[Records excerpted from a collection]
------------------------------

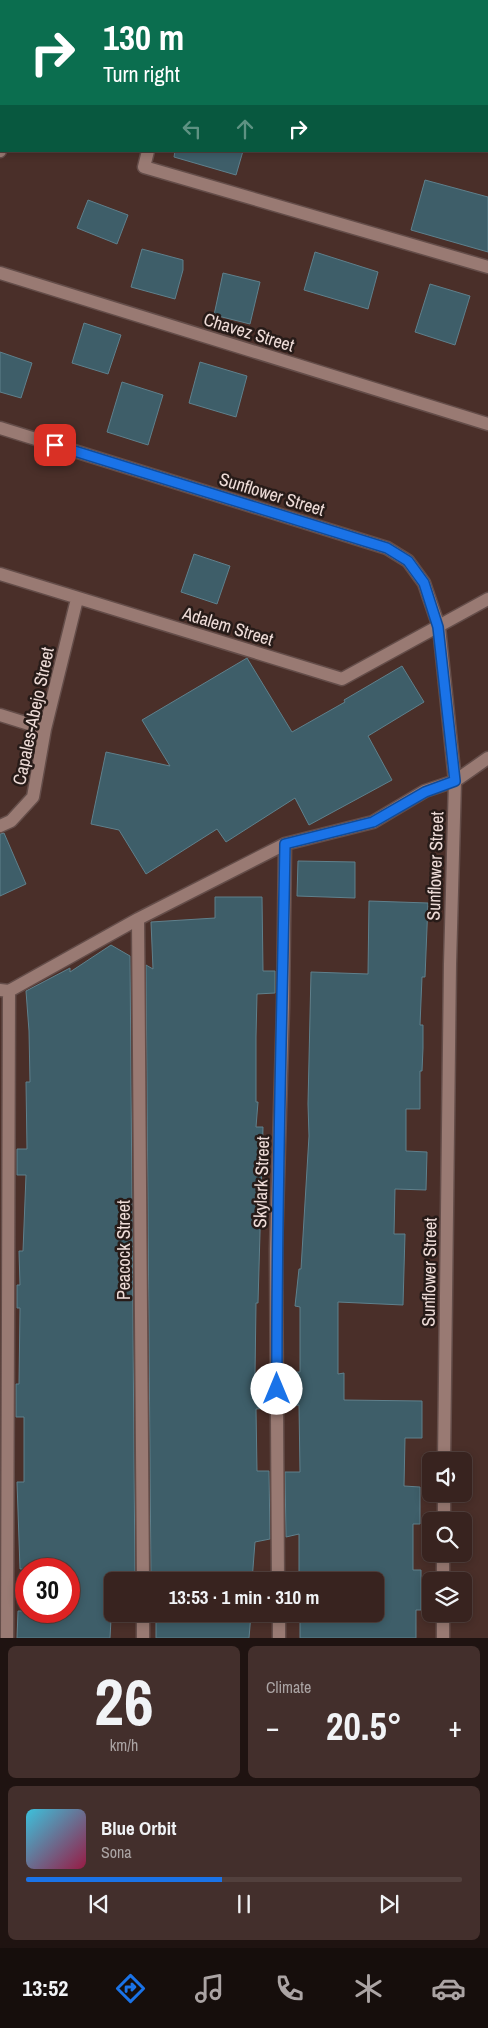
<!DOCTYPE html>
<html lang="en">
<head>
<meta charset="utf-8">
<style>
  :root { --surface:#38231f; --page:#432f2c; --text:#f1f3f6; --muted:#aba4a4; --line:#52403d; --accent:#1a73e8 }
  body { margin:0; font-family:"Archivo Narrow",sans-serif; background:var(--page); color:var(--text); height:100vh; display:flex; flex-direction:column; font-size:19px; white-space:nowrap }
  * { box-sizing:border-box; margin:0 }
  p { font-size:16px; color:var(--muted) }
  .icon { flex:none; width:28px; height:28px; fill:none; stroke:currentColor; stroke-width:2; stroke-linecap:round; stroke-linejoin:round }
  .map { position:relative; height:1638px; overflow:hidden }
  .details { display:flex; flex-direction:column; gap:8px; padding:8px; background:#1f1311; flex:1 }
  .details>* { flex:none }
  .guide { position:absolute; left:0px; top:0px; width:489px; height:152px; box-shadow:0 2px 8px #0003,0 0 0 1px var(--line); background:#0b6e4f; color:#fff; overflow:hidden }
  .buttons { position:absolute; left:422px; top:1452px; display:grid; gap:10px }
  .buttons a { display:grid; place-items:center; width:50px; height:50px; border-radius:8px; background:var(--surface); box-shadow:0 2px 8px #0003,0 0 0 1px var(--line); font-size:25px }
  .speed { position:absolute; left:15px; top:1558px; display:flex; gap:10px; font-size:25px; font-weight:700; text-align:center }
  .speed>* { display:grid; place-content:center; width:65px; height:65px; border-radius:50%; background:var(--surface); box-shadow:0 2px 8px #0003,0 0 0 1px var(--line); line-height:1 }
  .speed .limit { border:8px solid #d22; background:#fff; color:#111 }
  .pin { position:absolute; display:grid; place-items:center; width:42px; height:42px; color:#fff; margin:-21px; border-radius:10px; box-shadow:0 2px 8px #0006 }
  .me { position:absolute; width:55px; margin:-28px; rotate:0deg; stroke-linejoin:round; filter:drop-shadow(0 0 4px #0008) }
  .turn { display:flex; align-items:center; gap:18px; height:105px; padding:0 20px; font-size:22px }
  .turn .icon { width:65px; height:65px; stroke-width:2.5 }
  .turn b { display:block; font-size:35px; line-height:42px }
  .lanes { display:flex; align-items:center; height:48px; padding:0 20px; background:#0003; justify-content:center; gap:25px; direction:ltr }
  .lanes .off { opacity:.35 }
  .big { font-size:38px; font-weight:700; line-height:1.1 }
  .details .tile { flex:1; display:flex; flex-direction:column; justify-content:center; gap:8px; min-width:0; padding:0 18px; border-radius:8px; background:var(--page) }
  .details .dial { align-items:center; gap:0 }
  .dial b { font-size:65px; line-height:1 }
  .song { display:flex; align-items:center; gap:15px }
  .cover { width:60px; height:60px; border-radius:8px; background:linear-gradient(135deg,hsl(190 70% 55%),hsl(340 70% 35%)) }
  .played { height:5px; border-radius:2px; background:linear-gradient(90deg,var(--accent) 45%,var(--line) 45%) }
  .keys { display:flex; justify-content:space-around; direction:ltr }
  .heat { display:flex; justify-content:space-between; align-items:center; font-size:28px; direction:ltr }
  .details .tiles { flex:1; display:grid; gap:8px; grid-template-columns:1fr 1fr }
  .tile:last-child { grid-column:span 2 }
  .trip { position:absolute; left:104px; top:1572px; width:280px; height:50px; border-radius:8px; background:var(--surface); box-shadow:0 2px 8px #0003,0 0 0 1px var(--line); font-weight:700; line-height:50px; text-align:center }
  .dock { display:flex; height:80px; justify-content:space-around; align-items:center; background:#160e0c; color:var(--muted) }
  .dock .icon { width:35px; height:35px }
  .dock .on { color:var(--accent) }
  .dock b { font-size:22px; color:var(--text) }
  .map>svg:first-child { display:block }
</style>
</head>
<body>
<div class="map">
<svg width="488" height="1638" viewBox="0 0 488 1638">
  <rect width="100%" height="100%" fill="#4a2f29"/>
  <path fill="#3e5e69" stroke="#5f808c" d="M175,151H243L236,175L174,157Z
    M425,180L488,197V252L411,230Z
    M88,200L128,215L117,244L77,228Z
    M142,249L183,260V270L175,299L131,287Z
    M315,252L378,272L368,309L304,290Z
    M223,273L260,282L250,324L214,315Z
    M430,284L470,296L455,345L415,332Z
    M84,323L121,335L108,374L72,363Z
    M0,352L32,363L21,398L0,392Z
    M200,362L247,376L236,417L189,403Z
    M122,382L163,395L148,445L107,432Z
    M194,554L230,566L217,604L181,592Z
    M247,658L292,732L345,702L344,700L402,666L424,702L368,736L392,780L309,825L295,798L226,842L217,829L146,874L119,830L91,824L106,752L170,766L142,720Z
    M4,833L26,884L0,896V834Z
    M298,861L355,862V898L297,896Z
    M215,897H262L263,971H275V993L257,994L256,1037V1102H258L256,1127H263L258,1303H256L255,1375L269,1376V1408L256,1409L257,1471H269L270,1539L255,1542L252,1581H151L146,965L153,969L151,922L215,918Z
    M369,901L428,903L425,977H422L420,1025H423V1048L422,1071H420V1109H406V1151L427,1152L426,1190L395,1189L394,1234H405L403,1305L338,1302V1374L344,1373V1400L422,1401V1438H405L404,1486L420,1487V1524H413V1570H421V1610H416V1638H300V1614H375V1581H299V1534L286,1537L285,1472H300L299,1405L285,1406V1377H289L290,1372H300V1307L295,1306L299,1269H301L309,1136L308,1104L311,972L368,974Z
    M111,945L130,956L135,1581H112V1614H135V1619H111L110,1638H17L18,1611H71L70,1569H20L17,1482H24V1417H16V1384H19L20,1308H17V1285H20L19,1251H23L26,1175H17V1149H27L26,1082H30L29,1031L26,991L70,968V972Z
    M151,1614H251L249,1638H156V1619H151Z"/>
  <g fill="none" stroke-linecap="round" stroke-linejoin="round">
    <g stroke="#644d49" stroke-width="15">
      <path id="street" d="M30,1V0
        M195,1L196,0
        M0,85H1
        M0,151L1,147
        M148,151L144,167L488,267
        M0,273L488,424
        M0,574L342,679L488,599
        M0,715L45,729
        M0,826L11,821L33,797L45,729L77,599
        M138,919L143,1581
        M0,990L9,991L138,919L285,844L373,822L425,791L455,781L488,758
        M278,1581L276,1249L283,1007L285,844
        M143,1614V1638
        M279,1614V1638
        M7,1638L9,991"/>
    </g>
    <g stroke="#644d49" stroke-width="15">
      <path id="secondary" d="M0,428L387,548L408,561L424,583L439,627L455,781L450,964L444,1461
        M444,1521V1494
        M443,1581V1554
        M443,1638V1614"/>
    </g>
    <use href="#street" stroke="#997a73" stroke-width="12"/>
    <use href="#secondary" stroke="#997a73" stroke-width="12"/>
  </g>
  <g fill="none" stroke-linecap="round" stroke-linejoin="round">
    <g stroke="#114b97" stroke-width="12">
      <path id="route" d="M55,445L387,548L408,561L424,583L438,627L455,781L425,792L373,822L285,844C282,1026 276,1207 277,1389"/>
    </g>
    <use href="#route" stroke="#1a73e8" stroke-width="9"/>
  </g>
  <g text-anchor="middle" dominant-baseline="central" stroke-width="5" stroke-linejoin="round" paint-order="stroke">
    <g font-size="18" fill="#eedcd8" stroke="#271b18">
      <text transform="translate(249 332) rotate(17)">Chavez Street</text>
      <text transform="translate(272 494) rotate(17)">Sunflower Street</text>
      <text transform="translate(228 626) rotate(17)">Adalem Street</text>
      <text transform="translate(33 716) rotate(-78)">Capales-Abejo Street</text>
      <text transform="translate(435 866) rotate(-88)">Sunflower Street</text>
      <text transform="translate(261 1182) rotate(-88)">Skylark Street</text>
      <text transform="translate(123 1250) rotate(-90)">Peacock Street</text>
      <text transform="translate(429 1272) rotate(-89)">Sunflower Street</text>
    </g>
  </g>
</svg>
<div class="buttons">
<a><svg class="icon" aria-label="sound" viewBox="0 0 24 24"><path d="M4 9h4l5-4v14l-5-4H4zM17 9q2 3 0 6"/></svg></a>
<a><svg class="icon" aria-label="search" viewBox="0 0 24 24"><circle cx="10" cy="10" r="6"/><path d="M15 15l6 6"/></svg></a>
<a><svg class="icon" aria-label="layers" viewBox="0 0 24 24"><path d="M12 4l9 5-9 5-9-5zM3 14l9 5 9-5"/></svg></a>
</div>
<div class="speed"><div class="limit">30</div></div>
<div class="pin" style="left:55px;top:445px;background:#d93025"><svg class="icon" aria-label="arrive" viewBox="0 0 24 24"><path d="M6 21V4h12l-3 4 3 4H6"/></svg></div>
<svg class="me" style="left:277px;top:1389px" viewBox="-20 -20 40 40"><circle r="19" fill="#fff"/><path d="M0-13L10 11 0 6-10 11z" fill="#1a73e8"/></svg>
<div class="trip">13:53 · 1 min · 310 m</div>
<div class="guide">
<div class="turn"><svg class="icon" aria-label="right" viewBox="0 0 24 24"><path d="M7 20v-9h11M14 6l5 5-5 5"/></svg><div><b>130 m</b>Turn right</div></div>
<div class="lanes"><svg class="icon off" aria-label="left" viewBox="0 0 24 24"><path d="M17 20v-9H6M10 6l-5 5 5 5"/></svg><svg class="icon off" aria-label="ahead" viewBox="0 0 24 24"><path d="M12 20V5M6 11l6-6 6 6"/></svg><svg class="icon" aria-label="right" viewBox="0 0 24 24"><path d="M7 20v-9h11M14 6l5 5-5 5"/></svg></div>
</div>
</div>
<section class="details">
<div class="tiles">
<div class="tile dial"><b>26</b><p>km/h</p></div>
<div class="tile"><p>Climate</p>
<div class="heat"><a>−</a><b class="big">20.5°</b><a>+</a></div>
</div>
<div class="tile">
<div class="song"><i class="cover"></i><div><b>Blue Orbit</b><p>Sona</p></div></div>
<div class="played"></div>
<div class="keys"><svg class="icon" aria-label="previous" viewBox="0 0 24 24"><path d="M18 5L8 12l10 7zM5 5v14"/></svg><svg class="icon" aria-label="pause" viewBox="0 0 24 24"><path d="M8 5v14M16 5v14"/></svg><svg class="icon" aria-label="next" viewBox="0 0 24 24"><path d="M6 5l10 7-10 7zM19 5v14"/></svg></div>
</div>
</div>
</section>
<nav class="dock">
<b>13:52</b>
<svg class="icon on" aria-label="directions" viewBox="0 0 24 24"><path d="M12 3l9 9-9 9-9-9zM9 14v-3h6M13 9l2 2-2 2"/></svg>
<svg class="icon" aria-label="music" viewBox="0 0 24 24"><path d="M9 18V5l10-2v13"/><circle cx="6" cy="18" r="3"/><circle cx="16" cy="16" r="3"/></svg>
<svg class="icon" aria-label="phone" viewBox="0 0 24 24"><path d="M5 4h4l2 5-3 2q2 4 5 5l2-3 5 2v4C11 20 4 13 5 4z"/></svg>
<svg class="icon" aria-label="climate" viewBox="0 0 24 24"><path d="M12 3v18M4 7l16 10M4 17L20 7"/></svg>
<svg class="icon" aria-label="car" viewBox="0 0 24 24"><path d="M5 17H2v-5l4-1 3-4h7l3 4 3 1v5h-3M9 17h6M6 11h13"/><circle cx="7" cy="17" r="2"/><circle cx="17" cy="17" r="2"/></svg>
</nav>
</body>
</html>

------------------------------

Work task:
Copy out every line in the records where the word "body" is found.

Solved exercise:
  body { margin:0; font-family:"Archivo Narrow",sans-serif; background:var(--page); color:var(--text); height:100vh; display:flex; flex-direction:column; font-size:19px; white-space:nowrap }
<body>
</body>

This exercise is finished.